• [Raw data]
▬▬▬▬▬▬
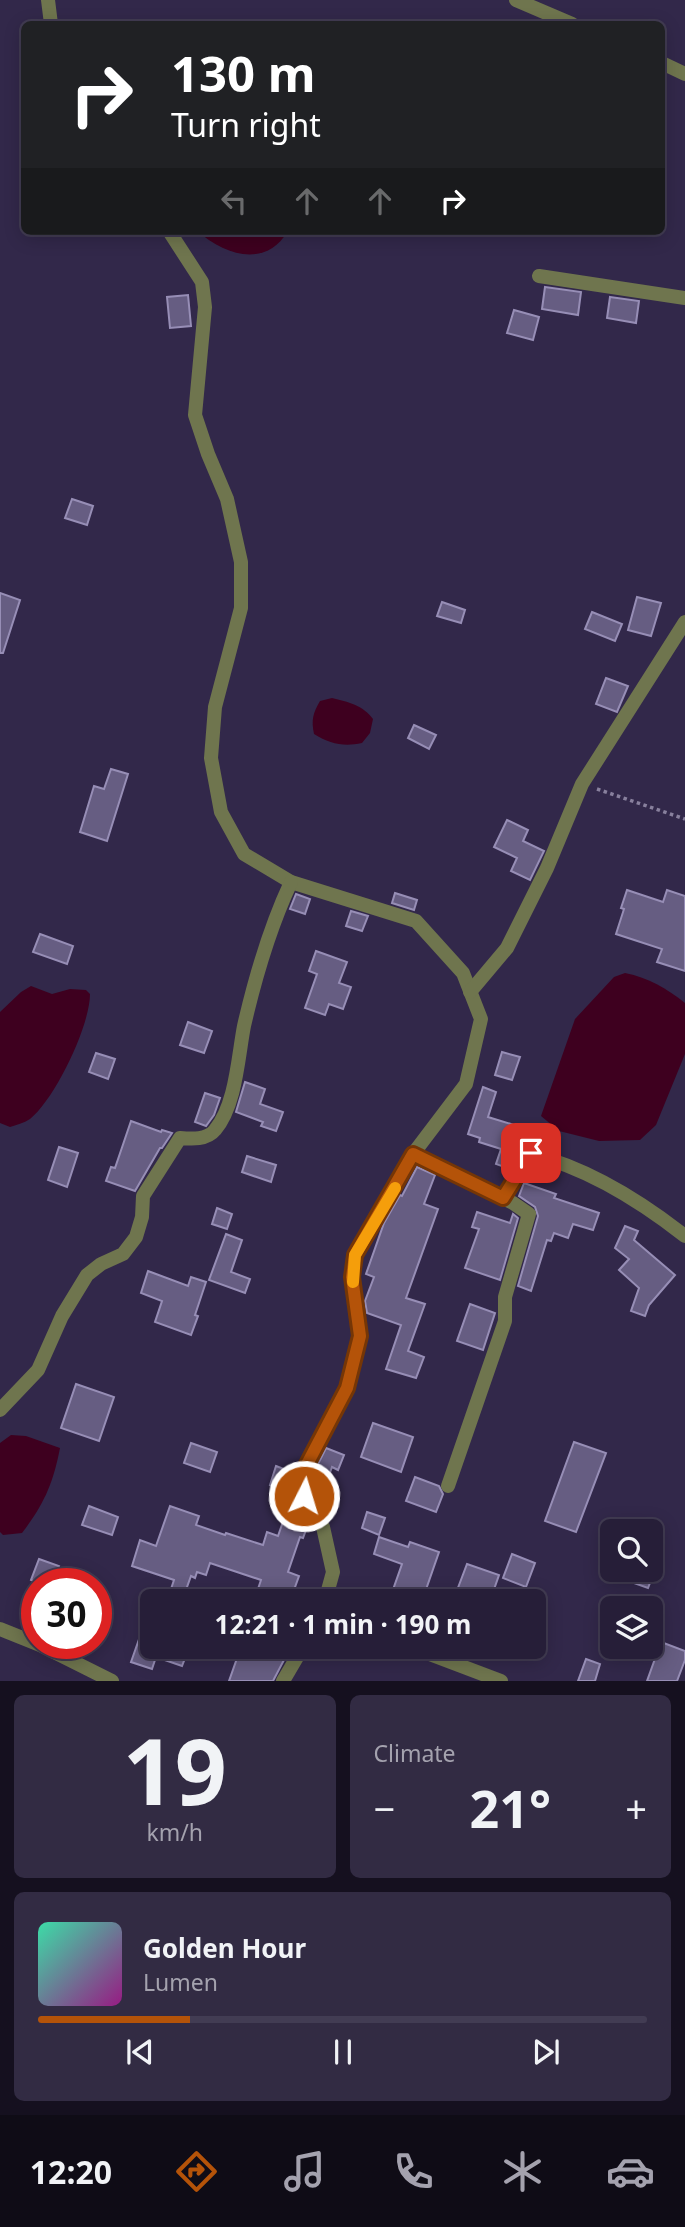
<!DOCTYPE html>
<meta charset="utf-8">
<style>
:root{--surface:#261e38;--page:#322b43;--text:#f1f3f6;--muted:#a4a2ae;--line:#423c53;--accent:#b45309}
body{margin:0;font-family:"Noto Sans",sans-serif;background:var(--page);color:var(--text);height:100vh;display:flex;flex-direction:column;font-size:26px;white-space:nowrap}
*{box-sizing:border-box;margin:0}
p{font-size:23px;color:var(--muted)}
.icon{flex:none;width:38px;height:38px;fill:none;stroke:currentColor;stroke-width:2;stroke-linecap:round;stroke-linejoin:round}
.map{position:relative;height:1681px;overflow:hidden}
.details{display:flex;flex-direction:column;gap:14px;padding:14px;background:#15101f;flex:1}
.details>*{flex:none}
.top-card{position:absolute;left:21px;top:21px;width:644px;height:214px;border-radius:10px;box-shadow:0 4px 18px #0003,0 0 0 2px var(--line);background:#202124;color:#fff;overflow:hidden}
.tools{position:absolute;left:600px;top:1519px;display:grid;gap:14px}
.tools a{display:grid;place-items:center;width:63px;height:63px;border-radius:10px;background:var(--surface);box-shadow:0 4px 18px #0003,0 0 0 2px var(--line);font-size:35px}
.speed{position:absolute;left:21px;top:1568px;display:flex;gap:14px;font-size:35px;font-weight:700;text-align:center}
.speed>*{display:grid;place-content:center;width:91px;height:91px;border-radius:50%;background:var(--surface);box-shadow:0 4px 18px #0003,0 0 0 2px var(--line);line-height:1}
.speed .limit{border:10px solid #d22;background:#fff;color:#111}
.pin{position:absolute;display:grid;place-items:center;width:60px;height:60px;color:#fff;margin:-30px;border-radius:14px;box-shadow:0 4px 10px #0006}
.me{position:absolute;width:77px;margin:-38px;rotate:5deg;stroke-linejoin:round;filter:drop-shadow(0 0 5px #0008)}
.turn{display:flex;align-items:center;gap:24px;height:147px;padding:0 35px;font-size:32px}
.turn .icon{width:91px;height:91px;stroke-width:2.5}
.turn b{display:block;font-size:49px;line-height:60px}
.lanes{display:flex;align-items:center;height:66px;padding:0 35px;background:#0003;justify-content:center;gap:35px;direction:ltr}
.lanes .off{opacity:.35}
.big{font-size:52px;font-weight:700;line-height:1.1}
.details .card{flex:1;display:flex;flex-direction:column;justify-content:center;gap:10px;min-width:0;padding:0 24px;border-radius:10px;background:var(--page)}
.details .dial{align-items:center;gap:0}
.dial b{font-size:91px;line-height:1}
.song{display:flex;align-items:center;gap:21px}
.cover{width:84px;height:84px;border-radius:10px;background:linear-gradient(135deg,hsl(160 70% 55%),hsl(310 70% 35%))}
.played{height:7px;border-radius:4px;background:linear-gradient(90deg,var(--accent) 25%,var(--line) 25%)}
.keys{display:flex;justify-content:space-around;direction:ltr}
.heat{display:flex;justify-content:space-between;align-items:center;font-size:38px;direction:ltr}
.details .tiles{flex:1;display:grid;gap:14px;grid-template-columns:1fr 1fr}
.card:last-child{grid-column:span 2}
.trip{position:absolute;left:140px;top:1589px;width:406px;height:70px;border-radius:10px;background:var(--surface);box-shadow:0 4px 18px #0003,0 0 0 2px var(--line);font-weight:700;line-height:70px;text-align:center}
.menu{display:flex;height:112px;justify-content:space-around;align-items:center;background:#0f0c16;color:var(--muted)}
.menu .icon{width:49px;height:49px}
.menu .selected{color:var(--accent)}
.menu b{font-size:32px;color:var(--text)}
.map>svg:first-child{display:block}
</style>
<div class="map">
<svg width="685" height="1681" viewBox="0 0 685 1681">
<rect width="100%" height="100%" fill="#32284a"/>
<g fill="#3e001f">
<path d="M197,231H288C265,269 225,255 197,231Z"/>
<path d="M332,698C348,702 363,705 373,719L370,733L362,743C344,747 330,744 314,734C311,720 313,713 320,701Z"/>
<path d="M625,973C649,978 666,988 685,1003V1054L656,1125L640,1140L599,1141L559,1131L541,1116L575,1019L614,977Z"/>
<path d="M31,986L52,994L70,989L86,990L90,994C90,1026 55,1099 30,1119C24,1123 16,1125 10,1127L0,1123V1012L21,992Z"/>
<path d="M11,1435L26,1436L60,1448C53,1484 44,1504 22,1533L3,1535L0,1532V1443Z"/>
</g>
<g fill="#665d82" stroke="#978eb6" stroke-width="2">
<path d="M545,287L581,292L578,315L542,309Z"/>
<path d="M188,295L191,326L170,328L167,297Z"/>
<path d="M610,297L639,301L636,323L607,318Z"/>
<path d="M514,310L539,317L533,340L507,333Z"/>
<path d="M72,499L93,506L87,525L65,518Z"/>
<path d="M0,593L20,600L3,653H0Z"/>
<path d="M637,597L661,603L651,636L628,630Z"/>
<path d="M442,602L465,610L461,623L437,616Z"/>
<path d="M592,612L622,624L615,641L585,629Z"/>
<path d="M606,678L628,686L617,712L596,704Z"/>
<path d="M414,725L436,735L429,749L408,738Z"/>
<path d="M111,769L128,774L107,841L80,832L94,786L104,789Z"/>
<path d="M507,820L528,830L523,841L544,851L530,880L511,871L517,858L494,847Z"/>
<path d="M627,890L663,902L667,890L685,896V971L657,962L662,949L616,934L624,909L621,908Z"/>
<path d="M395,893L417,900L414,910L392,903Z"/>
<path d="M296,894L310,899L305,914L290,909Z"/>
<path d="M351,911L368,916L362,931L346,926Z"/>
<path d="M40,934L73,946L67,964L33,952Z"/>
<path d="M316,951L347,962L339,983L351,987L343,1009L329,1004L325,1015L305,1008L317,974L309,971Z"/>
<path d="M188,1022L212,1031L204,1053L180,1045Z"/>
<path d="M502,1052L520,1057L512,1080L495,1075Z"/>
<path d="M96,1053L115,1059L108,1079L89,1072Z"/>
<path d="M245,1082L265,1089L260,1104L283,1112L276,1131L261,1126L263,1122L236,1112Z"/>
<path d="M483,1087L496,1092L488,1117L514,1125L508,1142L523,1147L510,1169L496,1164L501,1149L479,1142L480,1138L468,1134Z"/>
<path d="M205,1093L220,1098L214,1115L206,1126L195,1122Z"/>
<path d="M131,1121L161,1132L162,1130L172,1133L162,1148H160L135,1191L106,1181L111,1167L115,1168Z"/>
<path d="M59,1147L78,1153L67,1187L48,1180Z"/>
<path d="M247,1156L276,1165L271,1182L242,1172Z"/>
<path d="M417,1167L435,1175L424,1204L438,1209L406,1298L425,1304L408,1351L424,1357L416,1378L386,1369L401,1325L367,1313L365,1301L374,1277L366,1274L384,1223L400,1195L402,1196Z"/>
<path d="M524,1183L556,1194L554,1198L599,1213L593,1230L573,1224L568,1238L554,1233L551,1241L547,1240L531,1291L518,1286L538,1216L535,1207L519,1196Z"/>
<path d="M217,1208L232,1214L227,1229L212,1224Z"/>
<path d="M477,1212L510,1223L513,1214L518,1218L500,1280L465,1268L479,1229L472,1227Z"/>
<path d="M625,1226L638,1231L634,1240L675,1275L649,1305L645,1316L631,1311L639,1288L619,1270L629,1259L615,1248Z"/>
<path d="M226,1234L242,1240L231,1272L250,1279L245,1293L209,1280Z"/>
<path d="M148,1271L188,1286L191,1277L206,1282L195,1315L198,1316L191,1335L155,1322L162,1301L141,1293Z"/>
<path d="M470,1304L495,1313L483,1350L457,1341Z"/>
<path d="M76,1384L114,1397L99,1441L61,1428Z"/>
<path d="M373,1423L413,1437L401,1472L361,1457Z"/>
<path d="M574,1442L606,1453L576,1532L545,1521Z"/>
<path d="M191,1443L217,1452L210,1472L184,1463Z"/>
<path d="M326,1448L344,1455L338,1470L332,1467L322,1495L319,1494L317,1498L315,1493L314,1472Z"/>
<path d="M276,1466L294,1473L296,1500L309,1522L303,1538L300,1537L288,1572L299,1576L290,1601H263L255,1598L261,1580L210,1563L206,1575L197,1572L195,1578L191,1576L182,1601H167L174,1580L132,1566L140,1540L156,1546L170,1506L199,1516L196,1525L225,1535L226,1533L263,1545L267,1532L278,1536L293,1493L270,1485Z"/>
<path d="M415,1477L439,1486L443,1494L436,1512L406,1501Z"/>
<path d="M89,1506L118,1517L112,1535L82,1525Z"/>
<path d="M367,1512L385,1518L379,1535L362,1528Z"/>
<path d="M379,1537L408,1547L410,1542L439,1552L422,1601H389L402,1564L374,1554Z"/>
<path d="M512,1554L535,1563L526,1587L503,1578Z"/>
<path d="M39,1559L59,1566L53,1584H41L31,1580Z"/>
<path d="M467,1564L499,1575L491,1598L477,1593L476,1601H453Z"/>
<path d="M603,1570H655L648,1588L603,1572Z"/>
<path d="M150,1608L152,1609V1647H170L187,1653L182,1666L156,1657L152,1669L131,1662Z"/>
<path d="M661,1642L685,1651V1660L677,1681H647Z"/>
<path d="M241,1647H275L273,1654L285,1658L273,1681H229Z"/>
<path d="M586,1659L600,1664L595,1681H578Z"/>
</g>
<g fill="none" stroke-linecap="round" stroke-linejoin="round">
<path stroke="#88809d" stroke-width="3.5" stroke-dasharray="3.5 3.5" stroke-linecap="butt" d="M597,789L685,819"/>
<g stroke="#6f754e" stroke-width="14">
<path d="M48,0L51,24"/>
<path d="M516,0L572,24"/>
<path d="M662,63L685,74"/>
<path d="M169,231L202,282L205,307L195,415L208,454L227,499L241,562V608L215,707L211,758L221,812L244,854L291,882L416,921L463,973L481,1019L466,1084L413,1154L355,1255L352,1277L360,1336L347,1388L304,1470L305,1496L323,1527L333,1572L325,1601"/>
<path d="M539,276L685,298"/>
<path d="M470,992L507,948L547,868L582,784L685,622"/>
<path d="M413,1154L513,1203L529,1214L505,1297V1321L448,1486"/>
<path d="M503,1198L531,1154C588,1168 639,1200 685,1236"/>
<path d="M0,1410L38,1370L62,1316L87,1275L101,1264L123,1254L136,1237L142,1217L143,1196L180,1138C192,1139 207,1140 215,1130C236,1105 238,1057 244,1026C255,978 270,927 291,882"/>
<path d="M0,1629L40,1645L112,1681"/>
<path d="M411,1647L501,1681"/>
<path d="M283,1681L303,1647"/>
</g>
</g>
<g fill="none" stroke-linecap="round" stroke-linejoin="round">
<g stroke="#753606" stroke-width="18">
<path id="route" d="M304,1496V1470L347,1388L360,1336L352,1277L355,1255L413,1154L503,1198L531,1153"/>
</g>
<use href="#route" stroke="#b45309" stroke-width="12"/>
<path stroke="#f59e0b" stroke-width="12" d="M353,1282L355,1255L395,1188"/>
</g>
</svg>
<div class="tools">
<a><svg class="icon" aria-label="search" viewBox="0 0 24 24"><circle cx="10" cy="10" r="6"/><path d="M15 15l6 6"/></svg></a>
<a><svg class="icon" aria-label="layers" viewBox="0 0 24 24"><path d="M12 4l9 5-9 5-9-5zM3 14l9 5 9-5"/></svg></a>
</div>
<div class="speed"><div class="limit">30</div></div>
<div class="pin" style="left:531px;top:1153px;background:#d93025"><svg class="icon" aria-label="arrive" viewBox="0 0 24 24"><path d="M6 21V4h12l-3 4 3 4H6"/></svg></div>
<svg class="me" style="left:304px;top:1496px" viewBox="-20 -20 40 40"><circle r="17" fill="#b45309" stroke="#fff" stroke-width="3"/><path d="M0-11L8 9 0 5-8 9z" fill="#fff"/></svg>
<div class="trip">12:21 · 1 min · 190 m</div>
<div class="top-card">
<div class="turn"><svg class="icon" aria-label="right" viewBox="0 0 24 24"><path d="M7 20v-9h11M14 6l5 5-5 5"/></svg><div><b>130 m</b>Turn right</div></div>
<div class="lanes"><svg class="icon off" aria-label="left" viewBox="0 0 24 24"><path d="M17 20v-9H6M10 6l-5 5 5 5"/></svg><svg class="icon off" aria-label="ahead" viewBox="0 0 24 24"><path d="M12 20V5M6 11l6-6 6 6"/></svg><svg class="icon off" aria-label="ahead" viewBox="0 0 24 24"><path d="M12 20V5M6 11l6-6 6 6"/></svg><svg class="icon" aria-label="right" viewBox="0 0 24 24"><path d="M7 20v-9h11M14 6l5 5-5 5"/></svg></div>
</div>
</div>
<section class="details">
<div class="tiles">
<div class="card dial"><b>19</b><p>km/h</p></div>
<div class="card"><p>Climate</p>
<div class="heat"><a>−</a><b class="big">21°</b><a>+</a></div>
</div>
<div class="card">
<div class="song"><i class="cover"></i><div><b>Golden Hour</b><p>Lumen</p></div></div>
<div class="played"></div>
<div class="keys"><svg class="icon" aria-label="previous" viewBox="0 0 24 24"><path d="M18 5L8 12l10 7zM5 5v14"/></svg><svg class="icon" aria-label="pause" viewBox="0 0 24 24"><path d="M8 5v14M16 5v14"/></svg><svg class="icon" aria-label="next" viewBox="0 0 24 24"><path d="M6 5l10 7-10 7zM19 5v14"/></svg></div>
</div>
</div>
</section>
<nav class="menu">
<b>12:20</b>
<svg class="icon selected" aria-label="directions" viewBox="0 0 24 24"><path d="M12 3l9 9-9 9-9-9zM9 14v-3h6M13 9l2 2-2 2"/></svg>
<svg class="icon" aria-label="music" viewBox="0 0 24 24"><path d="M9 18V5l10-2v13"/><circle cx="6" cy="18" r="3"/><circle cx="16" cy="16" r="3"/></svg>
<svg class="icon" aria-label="phone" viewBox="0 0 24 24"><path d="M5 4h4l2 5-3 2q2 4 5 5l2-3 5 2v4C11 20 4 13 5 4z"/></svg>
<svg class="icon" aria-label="climate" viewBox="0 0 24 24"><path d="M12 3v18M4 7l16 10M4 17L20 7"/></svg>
<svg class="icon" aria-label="car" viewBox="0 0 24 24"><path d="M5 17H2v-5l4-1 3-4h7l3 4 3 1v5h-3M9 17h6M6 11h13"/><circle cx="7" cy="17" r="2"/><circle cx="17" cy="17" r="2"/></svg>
</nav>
▬▬▬▬▬▬
• [Prompt]
Each line that holds the string "limit" is to be copied from the entries above.

• [Response to the exercise]
.speed .limit{border:10px solid #d22;background:#fff;color:#111}
<div class="speed"><div class="limit">30</div></div>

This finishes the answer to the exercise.